=== WORK REQUIRED ===
Track down every line below that holds "Bozkurt" and copy it.

=== Stored items from a collection ===
---------------

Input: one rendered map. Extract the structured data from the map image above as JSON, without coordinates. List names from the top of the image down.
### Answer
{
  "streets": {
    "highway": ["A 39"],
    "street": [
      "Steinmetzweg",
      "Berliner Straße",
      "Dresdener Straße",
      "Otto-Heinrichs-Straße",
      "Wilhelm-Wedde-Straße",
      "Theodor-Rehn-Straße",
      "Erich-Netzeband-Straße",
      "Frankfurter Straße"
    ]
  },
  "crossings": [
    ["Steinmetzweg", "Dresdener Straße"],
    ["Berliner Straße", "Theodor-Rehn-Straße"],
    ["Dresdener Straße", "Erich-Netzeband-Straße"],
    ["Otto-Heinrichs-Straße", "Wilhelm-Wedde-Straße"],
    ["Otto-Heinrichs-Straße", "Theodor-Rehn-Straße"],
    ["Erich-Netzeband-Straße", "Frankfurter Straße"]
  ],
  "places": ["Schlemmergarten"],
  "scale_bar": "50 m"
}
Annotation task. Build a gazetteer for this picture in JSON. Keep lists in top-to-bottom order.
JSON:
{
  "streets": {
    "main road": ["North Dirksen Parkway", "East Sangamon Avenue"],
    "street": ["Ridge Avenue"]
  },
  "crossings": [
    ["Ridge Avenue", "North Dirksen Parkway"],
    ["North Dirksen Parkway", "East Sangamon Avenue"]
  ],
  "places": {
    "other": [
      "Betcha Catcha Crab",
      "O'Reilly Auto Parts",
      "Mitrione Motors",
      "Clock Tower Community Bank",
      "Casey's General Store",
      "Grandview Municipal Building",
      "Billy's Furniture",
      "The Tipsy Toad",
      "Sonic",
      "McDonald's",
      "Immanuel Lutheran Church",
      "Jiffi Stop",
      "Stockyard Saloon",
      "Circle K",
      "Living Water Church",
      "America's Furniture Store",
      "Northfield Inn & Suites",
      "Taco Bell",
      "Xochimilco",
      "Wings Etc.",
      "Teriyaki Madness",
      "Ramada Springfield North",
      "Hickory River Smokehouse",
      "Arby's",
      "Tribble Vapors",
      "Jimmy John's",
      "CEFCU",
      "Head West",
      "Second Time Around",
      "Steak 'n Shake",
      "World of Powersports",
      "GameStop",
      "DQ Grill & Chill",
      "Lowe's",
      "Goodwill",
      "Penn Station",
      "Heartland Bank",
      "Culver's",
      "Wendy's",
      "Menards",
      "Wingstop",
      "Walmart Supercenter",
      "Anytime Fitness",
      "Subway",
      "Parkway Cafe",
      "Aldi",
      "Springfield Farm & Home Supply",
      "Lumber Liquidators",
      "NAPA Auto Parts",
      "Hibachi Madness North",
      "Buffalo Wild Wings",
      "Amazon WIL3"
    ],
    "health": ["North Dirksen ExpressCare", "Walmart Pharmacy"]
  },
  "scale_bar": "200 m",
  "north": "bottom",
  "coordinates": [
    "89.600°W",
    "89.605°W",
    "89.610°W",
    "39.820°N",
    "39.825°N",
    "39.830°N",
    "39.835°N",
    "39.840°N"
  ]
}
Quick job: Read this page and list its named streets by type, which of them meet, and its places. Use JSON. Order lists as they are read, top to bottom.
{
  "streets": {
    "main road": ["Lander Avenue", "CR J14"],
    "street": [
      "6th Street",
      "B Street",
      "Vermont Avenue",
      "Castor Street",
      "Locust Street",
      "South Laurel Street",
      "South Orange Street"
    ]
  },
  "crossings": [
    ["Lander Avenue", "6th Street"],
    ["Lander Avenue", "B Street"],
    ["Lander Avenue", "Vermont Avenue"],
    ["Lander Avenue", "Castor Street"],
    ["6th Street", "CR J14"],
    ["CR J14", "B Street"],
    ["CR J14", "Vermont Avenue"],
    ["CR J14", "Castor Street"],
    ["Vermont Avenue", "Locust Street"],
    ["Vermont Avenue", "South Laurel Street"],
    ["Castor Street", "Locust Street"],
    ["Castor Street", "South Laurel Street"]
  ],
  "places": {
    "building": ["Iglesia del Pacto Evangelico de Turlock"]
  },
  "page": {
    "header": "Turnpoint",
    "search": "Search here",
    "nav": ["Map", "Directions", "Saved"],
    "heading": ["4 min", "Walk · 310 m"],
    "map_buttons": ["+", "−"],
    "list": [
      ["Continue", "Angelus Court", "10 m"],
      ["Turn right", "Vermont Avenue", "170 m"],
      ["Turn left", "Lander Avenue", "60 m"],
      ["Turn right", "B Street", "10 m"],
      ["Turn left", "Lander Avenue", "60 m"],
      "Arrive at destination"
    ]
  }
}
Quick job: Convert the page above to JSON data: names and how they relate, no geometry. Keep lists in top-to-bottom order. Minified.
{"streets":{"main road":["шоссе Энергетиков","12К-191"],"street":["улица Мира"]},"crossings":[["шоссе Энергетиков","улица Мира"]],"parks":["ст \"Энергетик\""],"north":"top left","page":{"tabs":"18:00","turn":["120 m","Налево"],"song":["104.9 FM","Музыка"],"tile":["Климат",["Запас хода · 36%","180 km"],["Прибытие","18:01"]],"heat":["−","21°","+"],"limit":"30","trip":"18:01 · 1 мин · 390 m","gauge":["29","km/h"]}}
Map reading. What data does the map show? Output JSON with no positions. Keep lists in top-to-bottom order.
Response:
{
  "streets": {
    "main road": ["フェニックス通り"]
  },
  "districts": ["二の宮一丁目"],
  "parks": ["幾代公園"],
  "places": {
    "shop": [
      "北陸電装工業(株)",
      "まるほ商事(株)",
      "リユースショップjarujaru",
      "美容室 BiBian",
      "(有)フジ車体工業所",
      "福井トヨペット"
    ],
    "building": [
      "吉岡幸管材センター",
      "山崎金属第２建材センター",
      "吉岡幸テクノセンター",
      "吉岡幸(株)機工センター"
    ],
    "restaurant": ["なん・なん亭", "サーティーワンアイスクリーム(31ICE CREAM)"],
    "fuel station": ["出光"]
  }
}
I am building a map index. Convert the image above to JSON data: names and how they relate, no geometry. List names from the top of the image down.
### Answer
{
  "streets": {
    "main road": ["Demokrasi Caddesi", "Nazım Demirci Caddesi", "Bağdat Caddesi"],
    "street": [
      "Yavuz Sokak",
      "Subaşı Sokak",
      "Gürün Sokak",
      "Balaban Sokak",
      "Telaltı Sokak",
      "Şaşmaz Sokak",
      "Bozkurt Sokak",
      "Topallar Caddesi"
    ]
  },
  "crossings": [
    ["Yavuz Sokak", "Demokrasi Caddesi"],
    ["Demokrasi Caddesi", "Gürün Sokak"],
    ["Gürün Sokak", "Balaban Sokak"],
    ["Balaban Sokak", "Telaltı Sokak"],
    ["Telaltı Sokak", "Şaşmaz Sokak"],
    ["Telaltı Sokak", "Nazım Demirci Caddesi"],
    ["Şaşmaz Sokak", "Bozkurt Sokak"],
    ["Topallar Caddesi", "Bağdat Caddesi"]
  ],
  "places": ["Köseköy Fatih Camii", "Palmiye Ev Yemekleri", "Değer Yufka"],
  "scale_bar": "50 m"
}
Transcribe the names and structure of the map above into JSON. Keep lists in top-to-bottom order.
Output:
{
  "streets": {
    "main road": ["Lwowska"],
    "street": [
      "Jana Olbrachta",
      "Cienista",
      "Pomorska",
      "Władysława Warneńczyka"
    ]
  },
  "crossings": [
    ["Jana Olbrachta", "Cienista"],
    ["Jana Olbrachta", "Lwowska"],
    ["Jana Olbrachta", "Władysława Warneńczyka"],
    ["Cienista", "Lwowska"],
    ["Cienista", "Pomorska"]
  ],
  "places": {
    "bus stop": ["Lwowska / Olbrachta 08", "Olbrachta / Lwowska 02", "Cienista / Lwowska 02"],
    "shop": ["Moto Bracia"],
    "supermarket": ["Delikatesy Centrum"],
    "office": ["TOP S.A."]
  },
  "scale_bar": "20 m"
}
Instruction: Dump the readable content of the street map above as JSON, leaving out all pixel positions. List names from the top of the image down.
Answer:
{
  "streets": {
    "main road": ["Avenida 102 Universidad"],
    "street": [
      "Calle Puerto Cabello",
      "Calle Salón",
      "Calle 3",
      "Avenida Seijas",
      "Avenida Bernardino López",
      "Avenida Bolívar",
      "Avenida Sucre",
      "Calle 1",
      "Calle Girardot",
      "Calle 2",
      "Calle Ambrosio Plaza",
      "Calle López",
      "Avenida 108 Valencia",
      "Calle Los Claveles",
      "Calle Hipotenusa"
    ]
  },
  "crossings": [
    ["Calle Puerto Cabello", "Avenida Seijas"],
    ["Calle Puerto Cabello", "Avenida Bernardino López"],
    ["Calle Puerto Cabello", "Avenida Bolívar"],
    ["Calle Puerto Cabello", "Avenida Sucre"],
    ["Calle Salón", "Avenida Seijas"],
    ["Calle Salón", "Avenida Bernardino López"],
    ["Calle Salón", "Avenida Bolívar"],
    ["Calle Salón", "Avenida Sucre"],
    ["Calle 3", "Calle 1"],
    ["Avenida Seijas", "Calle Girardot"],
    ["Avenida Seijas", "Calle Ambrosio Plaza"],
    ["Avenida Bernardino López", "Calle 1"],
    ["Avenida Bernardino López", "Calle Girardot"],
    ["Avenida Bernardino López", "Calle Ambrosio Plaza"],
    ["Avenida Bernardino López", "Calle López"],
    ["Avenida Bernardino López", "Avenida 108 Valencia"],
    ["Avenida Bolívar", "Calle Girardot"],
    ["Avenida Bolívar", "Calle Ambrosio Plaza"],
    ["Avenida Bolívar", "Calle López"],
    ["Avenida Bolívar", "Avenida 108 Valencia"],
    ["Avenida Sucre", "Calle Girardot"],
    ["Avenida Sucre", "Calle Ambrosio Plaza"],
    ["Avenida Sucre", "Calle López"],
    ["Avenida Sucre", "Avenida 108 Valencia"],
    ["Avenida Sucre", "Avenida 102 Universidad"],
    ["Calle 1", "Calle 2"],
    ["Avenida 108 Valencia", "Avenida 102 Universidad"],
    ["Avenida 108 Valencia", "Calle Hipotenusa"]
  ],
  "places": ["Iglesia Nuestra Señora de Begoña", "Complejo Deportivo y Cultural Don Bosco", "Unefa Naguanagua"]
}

---------------

=== RESULT OF THIS TASK ===
      "Bozkurt Sokak",
    ["Şaşmaz Sokak", "Bozkurt Sokak"],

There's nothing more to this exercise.